WHAT IS REQUIRED: Restate all the data word for word, leaving nothing out.
++++ THE DATA ++++
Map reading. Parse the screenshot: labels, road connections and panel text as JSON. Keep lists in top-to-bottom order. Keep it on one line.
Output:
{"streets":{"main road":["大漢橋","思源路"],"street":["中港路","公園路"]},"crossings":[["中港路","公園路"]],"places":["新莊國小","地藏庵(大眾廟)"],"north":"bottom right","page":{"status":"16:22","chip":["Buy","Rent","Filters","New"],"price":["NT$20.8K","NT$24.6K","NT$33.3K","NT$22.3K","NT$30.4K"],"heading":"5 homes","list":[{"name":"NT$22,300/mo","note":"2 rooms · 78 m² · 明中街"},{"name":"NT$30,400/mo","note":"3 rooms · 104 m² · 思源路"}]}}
++++
ANSWER SECTION:
Map reading. Parse the screenshot: labels, road connections and panel text as JSON. Keep lists in top-to-bottom order. Keep it on one line.
Output:
{"streets":{"main road":["大漢橋","思源路"],"street":["中港路","公園路"]},"crossings":[["中港路","公園路"]],"places":["新莊國小","地藏庵(大眾廟)"],"north":"bottom right","page":{"status":"16:22","chip":["Buy","Rent","Filters","New"],"price":["NT$20.8K","NT$24.6K","NT$33.3K","NT$22.3K","NT$30.4K"],"heading":"5 homes","list":[{"name":"NT$22,300/mo","note":"2 rooms · 78 m² · 明中街"},{"name":"NT$30,400/mo","note":"3 rooms · 104 m² · 思源路"}]}}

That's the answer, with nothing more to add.